Bit-sliced matrix multiply

There’s a matrix multiplication in the middle of a lot of popular things, right now, and it’s in an operation which frequently tolerates remarkably low precision.

In the SIMD world precision usually bottoms out at 8-bit. You don’t save much CPU time by trying to get less precise than that, except for marginal savings in how often you have to mitigate overflows.

But here’s an operation which I think should exist. Like matrix multiply, but one argument is a vector of 8-bit values, and the other argument is a vector of 64 1-bit values.

Rather than calculating a vector of eight-bit-by-eight-bit multiplies with 16-bit results, it computes a vector of sums of one-bit-by-eight-bit multiplies, with eleven-bit results.

In other words, a vector of conditional sums of eight different eight-bit inputs.

(As an additional detail the pragmatist might want an accumulating version of this, which also adds in the previous value of Vdst.)

So you take one of your input matrices and slice it into bitplanes.

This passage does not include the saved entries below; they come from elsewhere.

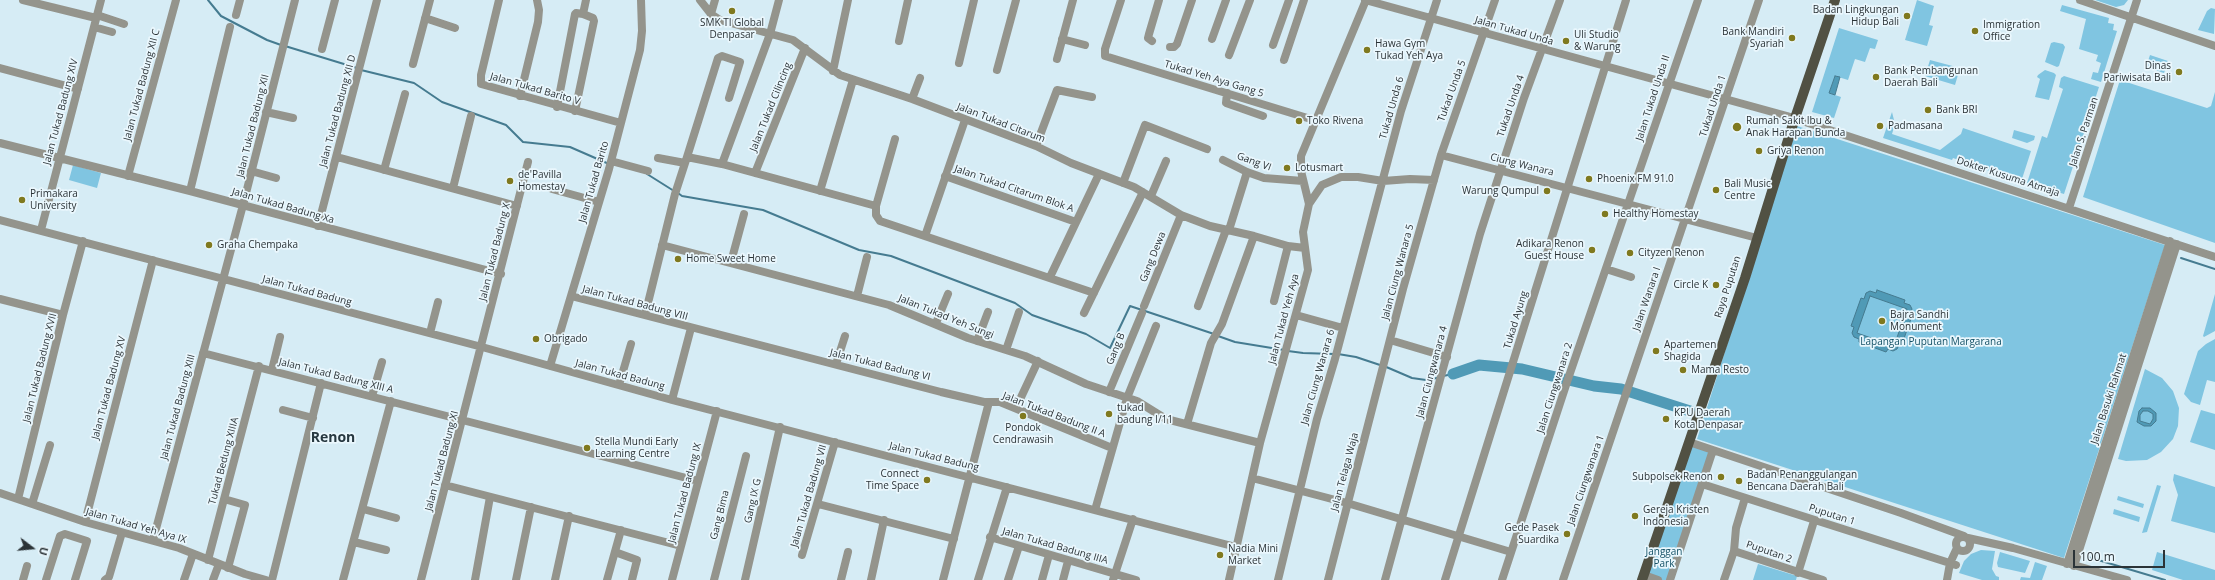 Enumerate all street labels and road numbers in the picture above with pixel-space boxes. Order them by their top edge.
street label: Jalan Tukad Unda [1473,14,1555,48]
street label: Jalan Tukad Badung XII C [121,28,163,142]
street label: Jalan Tukad Badung XII D [317,53,359,169]
street label: Jalan Tukad Unda II [1633,54,1673,142]
street label: Jalan Tukad Badung XIV [41,58,81,166]
street label: Tukad Yeh Aya Gang 5 [1163,58,1265,100]
street label: Tukad Unda 5 [1435,59,1469,123]
street label: Jalan Tukad Cilincing [748,61,794,153]
street label: Jalan Tukad Barito V [489,70,581,108]
street label: Jalan Tukad Badung XII [234,73,272,179]
street label: Tukad Unda 1 [1697,73,1729,139]
street label: Tukad Unda 4 [1495,74,1527,138]
street label: Tukad Unda 6 [1377,75,1407,141]
street label: Jalan S. Parman [2067,96,2101,168]
street label: Jalan Tukad Citarum [955,101,1047,145]
street label: Jalan Tukad Barito [577,140,611,224]
street label: Gang VI [1235,150,1273,174]
street label: Ciung Wanara [1489,151,1555,179]
street label: Dokter Kusuma Atmaja [1955,155,2061,199]
street label: Jalan Tukad Citarum Blok A [953,163,1075,215]
street label: Jalan Tukad Badung Xa [230,186,336,226]
street label: Jalan Tukad Badung X [477,202,513,302]
street label: Jalan Ciung Wanara 5 [1379,223,1417,321]
street label: Gang Dewa [1137,230,1169,284]
street label: Raya Puputan [1712,254,1744,320]
street label: Jalan Wanara I [1630,266,1664,332]
street label: Jalan Tukad Badung [261,273,353,309]
street label: Jalan Tukad Yeh Aya [1266,273,1302,365]
street label: Jalan Tukad Badung VIII [581,283,689,323]
street label: Tukad Ayung [1501,289,1531,351]
street label: Jalan Tukad Yeh Sungi [897,292,995,342]
street label: Jalan Tukad Badung XVII [21,312,59,424]
street label: Jalan Ciungwanara 4 [1414,325,1450,419]
street label: Jalan Ciung Wanara 6 [1299,328,1337,426]
street label: Gang B [1104,331,1128,367]
street label: Jalan Tukad Badung XV [89,335,129,441]
street label: Jalan Ciungwanara 2 [1535,341,1575,435]
street label: Jalan Tukad Badung VI [828,347,932,383]
street label: Jalan Basuki Rahmat [2089,352,2129,446]
street label: Jalan Tukad Badung XIII [158,353,198,461]
street label: Jalan Tukad Badung XIII A [277,356,395,396]
street label: Jalan Tukad Badung [574,357,666,393]
street label: Jalan Tukad Badung II A [1001,390,1107,440]
street label: Jalan Tukad Badung XI [423,410,461,512]
street label: Tukad Bedung XIIIA [207,416,241,506]
street label: Jalan Telaga Waja [1329,431,1361,513]
street label: Jalan Ciungwanara 1 [1565,433,1607,527]
street label: Jalan Tukad Badung [888,440,980,474]
street label: Jalan Tukad Badung IX [666,442,704,544]
street label: Jalan Tukad Badung VII [789,443,829,549]
street label: Gang IX G [742,478,764,524]
street label: Gang Bima [708,489,732,541]
street label: Puputan 1 [1807,502,1857,528]
street label: Jalan Tukad Yeh Aya IX [84,506,188,546]
street label: Jalan Tukad Badung IIIA [1001,525,1109,567]
street label: Puputan 2 [1744,539,1794,565]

So that plane n represents a packed bitmap of bit n of each value in the original matrix.

Now for each bit-plane you perform the matrix multiplications with an instruction using conditional additions rather than multiplication. You get eight multiply-accumulate operations done for the price of one multiply-accumulate in eight-bit precision with smaller intermediates and rarer overflow conditions; but only considering one bit of one of the inputs.

In order to get the full precision one started with it’s necessary to repeat the operation for each bit-plane, and then shift and add the results together. But those additions happen outside of the innermost loop so that cost is amortised, and the smaller intermediates may offset that cost entirely.

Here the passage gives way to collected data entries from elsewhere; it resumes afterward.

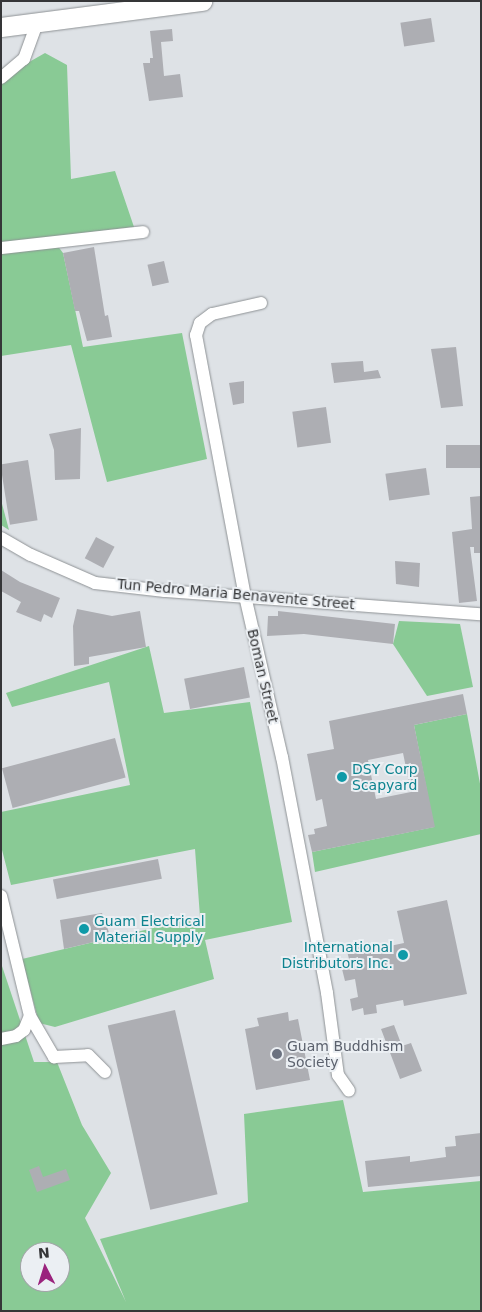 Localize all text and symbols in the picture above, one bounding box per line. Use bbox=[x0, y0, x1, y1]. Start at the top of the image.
street label: Tun Pedro Maria Benavente Street bbox=[117, 575, 355, 613]
street label: Boman Street bbox=[244, 627, 282, 725]
place label: DSY Corp Scapyard bbox=[352, 761, 418, 794]
marker: DSY Corp Scapyard bbox=[336, 771, 348, 783]
place label: Guam Electrical Material Supply bbox=[94, 913, 205, 946]
marker: Guam Electrical Material Supply bbox=[78, 923, 90, 935]
place label: International Distributors Inc. bbox=[281, 939, 393, 972]
marker: International Distributors Inc. bbox=[397, 949, 409, 961]
place label: Guam Buddhism Society bbox=[287, 1038, 403, 1070]
marker: Guam Buddhism Society bbox=[271, 1048, 283, 1060]
north arrow bbox=[20, 1242, 70, 1292]
text: N bbox=[37, 1245, 50, 1262]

But more importantly; if you only need five or six bits of precision, then just quit early and save the remaining CPU time.

It seems to fit neatly into a SIMD architecture, but I’ll have to go into that detail when I have more time for it.

TODO: fill all this in.

Widening, narrowing, and overflow

A general frustration with SIMD multiplication is that the results are wider than the operands and so you typically need to issue the instruction twice to get a complete result. Either by issuing two widening operations for each half of the input vectors, or by issuing separate high and low operations with results the same width as the inputs.

In this instance the needed precision may be so low that it avoids overflow even without widening. If the input is only five bits wide then the sum will fit in an eight-bit result; although if it’s an accumulating sum then that won’t quite work.

I wonder if separate high and low operations taking the top or bottom four bits of the eight-bit operand would be the best way to go. This saves an extra bit of headroom for an accumulation without overflow (but just the one; is that actually useful?), and the two separate sums can be fused together with another weighted shift and addition at the end of the loop.

Beyond 64-bit

The instruction illustrated above distributes eight eight-bit values across what might be taken as the full length of the vector. If the vector type is much longer than 64 bits this can create a locality-of-refence problem in its implementation, and it may be preferable to break off and use a new set of eight-bit values after 64-bits – making this a self-contained 64x64-bit operation vectorised across many 64-bit chunks.

Separate 64-bit splat instructions can redistribute the initial values as far as needed, or other rows or columns can be spliced in as needed if the original matrices are not especially wide, so that the potential gains are not overshadowed by alignment padding.

Number encodings other than two’s complement

For signed data it would be an easy default to take the most significant bit as having a negative weight and then all the other bits building the weight back towards zero. This isn’t the only way to distribute the weights.

Base -2 can be used, for example, with weights 1, -2, 4, -8, etc., which can represent arbitrary signed values but in a way that the high bits become zero for small values even if they’re negative. This can be helpful for things like run-length encoding individual planes to avoid large chunks of redundant work.

Since the bit weights are applied outside the inner loop, they don’t necessarily have to be powers of two, either. They can be scaled for better approximation of other distributions, or to bear some redundancy so that lossy techniques may be tolerable in the above chunking/optimisation/compression.